» Data to examine
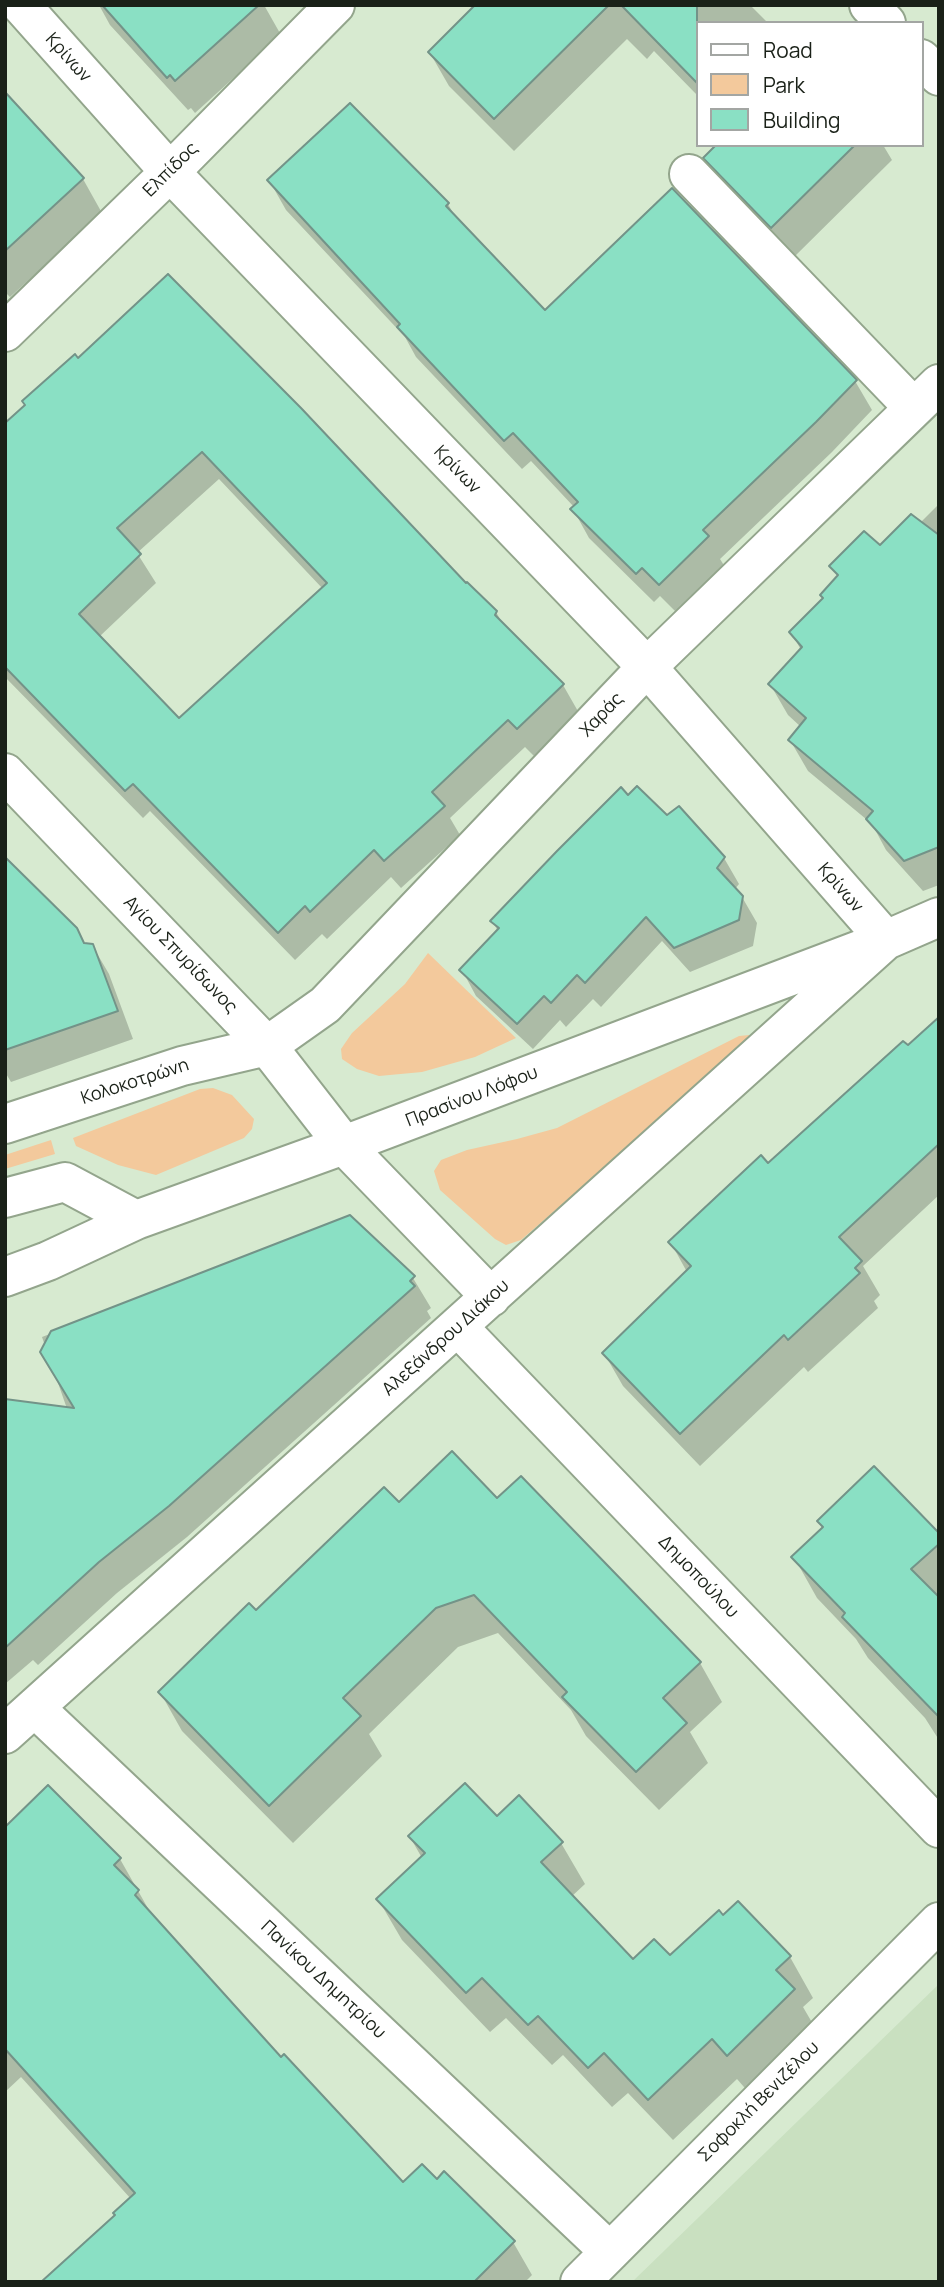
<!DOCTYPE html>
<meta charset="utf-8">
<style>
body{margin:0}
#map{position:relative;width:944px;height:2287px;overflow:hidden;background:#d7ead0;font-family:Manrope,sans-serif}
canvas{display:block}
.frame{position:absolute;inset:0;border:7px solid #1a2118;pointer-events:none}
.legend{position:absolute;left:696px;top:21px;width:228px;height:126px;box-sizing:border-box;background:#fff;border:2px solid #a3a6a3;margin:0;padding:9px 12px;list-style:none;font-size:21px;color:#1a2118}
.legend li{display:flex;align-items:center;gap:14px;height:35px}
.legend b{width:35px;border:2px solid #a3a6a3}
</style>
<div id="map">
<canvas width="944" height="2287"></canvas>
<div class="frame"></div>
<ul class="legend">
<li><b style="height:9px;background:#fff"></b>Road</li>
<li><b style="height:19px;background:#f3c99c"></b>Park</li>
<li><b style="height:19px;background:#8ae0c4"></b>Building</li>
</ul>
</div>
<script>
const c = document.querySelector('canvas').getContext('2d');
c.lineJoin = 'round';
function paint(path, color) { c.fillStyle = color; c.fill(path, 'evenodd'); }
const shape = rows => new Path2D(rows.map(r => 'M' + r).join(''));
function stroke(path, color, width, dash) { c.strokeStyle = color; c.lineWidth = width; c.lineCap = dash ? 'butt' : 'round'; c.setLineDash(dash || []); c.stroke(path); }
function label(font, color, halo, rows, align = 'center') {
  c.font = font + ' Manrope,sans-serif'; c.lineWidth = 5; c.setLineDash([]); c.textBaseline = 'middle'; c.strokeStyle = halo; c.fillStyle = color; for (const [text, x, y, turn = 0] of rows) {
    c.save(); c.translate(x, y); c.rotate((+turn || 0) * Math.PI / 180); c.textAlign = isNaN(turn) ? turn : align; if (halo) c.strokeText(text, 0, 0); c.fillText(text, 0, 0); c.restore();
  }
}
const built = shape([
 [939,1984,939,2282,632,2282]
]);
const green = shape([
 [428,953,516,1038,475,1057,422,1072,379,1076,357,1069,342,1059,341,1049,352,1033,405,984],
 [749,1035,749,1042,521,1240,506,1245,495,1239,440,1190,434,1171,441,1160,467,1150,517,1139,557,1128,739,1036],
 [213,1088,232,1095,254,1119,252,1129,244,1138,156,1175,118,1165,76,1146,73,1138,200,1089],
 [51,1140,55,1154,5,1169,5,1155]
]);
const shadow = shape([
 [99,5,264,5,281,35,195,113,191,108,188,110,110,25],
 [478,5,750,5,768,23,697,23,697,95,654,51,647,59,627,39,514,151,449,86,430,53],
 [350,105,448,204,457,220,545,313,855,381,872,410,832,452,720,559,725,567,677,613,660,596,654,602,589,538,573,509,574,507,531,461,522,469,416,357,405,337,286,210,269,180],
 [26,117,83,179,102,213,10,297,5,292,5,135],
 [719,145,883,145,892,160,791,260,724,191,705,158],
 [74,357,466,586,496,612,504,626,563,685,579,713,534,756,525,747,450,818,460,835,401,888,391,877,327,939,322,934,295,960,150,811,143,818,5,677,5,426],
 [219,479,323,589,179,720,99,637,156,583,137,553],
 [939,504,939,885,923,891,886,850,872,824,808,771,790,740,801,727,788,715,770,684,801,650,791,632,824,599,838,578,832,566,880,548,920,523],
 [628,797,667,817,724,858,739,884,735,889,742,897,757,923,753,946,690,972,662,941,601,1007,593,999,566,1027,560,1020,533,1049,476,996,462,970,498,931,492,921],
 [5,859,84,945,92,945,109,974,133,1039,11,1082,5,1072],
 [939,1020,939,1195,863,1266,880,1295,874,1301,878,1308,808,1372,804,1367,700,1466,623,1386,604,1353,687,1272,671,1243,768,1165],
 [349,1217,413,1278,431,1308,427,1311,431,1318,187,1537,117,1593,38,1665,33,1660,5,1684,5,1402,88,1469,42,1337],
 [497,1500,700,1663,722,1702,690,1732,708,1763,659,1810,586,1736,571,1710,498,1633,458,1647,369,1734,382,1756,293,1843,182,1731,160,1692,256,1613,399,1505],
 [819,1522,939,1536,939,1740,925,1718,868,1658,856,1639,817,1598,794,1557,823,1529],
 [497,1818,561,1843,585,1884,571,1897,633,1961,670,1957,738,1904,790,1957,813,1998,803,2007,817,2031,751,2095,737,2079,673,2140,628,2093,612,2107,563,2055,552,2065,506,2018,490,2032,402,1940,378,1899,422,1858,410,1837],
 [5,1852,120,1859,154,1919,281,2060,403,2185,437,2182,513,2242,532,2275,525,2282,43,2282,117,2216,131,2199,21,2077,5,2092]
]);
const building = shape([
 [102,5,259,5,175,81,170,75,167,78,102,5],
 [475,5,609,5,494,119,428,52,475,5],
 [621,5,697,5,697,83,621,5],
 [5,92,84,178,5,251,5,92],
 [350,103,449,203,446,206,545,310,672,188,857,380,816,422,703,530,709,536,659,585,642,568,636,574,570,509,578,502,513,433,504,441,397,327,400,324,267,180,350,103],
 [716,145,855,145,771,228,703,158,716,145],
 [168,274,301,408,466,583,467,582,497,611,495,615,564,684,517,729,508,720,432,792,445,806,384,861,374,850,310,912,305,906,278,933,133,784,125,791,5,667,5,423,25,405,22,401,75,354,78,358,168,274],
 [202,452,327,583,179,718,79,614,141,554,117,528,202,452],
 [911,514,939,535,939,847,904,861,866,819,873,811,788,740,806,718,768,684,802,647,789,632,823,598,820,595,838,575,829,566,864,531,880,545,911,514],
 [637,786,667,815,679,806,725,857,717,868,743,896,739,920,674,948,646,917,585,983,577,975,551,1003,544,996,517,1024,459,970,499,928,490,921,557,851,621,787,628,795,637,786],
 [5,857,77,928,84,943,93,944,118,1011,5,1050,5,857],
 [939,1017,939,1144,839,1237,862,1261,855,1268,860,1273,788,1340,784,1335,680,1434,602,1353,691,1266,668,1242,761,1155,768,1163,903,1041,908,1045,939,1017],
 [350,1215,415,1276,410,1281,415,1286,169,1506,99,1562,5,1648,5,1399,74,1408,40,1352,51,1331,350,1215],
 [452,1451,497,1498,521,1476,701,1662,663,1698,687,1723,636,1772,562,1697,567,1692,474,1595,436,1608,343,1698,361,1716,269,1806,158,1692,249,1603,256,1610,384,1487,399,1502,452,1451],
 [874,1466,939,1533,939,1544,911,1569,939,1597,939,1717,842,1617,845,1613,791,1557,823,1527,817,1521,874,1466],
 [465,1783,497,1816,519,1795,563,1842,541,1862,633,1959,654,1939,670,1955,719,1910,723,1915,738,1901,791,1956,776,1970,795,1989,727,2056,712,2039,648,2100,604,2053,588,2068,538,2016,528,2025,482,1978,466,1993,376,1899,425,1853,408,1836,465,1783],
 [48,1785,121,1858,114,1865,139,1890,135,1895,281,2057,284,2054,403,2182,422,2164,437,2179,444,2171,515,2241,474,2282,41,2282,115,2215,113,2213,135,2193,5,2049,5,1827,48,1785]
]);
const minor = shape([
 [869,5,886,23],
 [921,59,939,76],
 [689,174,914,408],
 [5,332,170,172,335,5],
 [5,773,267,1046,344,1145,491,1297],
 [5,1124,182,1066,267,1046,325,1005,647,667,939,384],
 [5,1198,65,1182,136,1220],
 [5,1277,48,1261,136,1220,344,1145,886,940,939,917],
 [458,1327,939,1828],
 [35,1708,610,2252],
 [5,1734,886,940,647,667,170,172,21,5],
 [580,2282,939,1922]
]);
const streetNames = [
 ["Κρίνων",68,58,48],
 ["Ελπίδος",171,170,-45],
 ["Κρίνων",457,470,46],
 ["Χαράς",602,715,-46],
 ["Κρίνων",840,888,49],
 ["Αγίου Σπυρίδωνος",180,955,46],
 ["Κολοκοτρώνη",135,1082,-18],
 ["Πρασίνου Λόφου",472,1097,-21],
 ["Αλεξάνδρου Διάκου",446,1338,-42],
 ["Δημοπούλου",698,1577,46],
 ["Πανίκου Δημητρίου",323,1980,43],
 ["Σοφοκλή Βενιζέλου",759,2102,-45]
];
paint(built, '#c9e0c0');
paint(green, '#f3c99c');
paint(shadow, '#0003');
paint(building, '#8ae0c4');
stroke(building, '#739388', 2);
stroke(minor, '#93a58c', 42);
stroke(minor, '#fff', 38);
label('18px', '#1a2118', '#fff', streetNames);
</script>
---
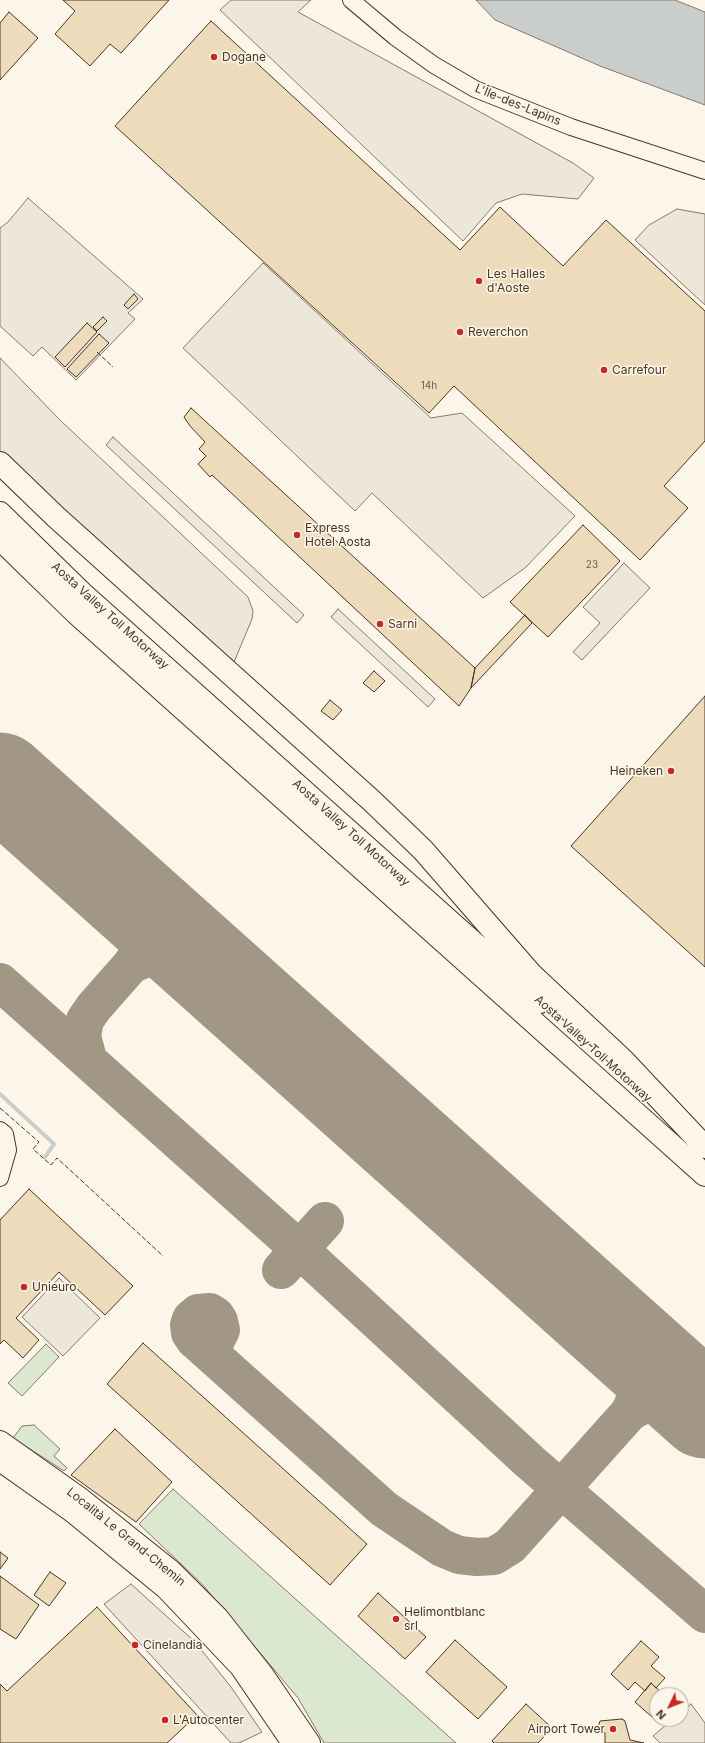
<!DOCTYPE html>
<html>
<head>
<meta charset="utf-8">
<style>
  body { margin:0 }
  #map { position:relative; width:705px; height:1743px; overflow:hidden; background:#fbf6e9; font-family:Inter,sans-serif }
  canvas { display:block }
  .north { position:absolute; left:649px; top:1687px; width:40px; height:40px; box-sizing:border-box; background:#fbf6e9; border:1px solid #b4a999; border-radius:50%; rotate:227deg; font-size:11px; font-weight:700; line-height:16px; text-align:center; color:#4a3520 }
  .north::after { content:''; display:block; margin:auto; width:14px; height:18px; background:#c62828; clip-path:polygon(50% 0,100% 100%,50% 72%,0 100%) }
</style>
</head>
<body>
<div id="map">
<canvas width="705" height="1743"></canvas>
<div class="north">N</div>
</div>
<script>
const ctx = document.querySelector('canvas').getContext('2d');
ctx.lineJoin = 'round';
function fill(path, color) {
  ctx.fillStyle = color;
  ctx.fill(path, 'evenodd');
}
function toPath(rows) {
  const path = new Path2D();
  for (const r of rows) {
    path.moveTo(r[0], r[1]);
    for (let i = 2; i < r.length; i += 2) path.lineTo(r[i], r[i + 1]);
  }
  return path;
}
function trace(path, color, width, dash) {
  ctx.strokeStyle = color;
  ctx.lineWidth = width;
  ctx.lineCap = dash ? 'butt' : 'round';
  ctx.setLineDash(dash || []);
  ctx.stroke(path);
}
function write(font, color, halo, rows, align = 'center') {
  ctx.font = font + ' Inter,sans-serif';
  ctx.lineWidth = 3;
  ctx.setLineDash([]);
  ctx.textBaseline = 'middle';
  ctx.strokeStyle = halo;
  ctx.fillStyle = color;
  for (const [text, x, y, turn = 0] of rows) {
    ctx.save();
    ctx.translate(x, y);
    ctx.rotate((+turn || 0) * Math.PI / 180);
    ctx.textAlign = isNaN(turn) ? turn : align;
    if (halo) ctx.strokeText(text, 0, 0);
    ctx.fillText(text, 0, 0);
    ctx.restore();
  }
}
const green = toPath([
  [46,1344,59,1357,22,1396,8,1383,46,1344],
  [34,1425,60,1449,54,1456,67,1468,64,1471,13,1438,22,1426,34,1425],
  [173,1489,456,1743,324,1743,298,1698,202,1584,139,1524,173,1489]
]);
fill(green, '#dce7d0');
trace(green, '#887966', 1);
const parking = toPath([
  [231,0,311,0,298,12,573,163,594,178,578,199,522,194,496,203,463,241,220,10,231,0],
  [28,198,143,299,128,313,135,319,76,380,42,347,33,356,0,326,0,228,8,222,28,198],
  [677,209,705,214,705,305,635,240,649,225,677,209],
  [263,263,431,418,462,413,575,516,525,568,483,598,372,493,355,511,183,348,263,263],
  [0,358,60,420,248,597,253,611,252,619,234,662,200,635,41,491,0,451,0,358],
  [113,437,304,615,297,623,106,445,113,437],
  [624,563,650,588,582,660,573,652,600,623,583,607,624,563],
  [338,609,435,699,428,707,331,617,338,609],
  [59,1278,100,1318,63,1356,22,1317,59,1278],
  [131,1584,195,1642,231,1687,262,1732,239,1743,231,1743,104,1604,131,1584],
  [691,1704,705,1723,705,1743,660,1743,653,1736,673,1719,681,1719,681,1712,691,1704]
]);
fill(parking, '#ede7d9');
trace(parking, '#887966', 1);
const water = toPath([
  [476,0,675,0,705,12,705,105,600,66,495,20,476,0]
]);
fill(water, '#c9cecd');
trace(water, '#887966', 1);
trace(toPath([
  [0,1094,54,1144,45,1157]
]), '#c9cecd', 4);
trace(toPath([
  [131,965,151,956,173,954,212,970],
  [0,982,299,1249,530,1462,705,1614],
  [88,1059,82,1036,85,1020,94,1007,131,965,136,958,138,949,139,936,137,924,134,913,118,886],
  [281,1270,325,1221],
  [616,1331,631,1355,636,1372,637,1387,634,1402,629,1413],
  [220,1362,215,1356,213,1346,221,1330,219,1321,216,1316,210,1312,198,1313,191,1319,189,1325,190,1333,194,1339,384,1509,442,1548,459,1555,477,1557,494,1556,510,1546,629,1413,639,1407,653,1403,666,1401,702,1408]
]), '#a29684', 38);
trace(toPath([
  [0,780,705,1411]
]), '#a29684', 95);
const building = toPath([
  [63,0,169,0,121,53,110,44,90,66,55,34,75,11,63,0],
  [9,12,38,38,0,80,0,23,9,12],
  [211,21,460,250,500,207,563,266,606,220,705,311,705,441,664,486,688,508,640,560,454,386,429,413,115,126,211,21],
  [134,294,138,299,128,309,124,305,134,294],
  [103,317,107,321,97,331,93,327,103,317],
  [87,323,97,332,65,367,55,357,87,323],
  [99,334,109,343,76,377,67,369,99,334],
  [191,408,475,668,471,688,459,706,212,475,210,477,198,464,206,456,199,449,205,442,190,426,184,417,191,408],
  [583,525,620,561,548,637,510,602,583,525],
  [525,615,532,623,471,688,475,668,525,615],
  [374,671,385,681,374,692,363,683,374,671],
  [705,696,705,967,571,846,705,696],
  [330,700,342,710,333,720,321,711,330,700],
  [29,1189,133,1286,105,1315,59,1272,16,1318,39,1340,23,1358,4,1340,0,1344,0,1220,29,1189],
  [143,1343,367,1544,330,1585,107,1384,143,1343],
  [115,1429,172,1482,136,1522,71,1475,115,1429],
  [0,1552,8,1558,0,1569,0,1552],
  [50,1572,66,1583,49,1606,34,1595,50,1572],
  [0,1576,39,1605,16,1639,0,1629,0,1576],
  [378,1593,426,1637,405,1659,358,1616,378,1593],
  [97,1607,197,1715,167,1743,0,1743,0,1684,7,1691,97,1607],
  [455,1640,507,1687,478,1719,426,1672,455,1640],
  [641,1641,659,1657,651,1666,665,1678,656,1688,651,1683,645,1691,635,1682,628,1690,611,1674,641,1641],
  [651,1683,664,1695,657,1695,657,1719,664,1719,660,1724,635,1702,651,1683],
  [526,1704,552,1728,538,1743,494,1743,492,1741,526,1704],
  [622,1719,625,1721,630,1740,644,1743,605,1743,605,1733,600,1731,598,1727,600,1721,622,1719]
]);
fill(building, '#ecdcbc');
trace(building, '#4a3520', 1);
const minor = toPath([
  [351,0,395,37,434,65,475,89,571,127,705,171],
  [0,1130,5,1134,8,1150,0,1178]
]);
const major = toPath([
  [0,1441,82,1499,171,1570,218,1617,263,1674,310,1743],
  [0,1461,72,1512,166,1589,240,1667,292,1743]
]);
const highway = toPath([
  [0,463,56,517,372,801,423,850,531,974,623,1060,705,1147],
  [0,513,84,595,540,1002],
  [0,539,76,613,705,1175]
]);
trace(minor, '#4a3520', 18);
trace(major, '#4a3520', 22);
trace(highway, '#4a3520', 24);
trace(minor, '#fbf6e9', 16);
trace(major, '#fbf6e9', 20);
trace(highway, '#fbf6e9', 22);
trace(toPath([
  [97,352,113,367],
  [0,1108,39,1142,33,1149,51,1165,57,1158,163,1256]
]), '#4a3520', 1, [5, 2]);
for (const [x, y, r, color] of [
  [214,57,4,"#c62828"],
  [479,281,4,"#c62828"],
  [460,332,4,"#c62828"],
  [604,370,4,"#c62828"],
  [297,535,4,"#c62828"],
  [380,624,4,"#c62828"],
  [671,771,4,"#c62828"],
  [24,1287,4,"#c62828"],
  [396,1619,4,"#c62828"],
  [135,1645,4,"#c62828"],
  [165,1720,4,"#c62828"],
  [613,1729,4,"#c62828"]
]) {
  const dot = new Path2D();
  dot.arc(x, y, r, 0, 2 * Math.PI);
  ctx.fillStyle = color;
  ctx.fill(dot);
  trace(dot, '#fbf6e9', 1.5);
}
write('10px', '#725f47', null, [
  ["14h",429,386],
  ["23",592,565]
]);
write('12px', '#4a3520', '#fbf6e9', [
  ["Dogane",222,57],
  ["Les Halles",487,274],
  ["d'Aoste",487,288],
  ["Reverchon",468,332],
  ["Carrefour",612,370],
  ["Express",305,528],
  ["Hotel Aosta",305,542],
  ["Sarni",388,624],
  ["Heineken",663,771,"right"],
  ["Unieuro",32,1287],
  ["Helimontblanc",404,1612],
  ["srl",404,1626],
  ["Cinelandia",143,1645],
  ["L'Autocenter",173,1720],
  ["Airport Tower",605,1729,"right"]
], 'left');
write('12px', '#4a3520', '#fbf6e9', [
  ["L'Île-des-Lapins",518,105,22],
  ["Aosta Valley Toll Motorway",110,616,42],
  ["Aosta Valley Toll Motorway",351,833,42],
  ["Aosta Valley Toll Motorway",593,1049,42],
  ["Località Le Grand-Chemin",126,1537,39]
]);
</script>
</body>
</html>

» Required action
Within the listing above, give again exactly every line from the line with "ctx.fill(path, 'evenodd');" through the line with "ctx.lineWidth = width;", both included, and no other line.

» Answer to the exercise
  ctx.fill(path, 'evenodd');
}
function toPath(rows) {
  const path = new Path2D();
  for (const r of rows) {
    path.moveTo(r[0], r[1]);
    for (let i = 2; i < r.length; i += 2) path.lineTo(r[i], r[i + 1]);
  }
  return path;
}
function trace(path, color, width, dash) {
  ctx.strokeStyle = color;
  ctx.lineWidth = width;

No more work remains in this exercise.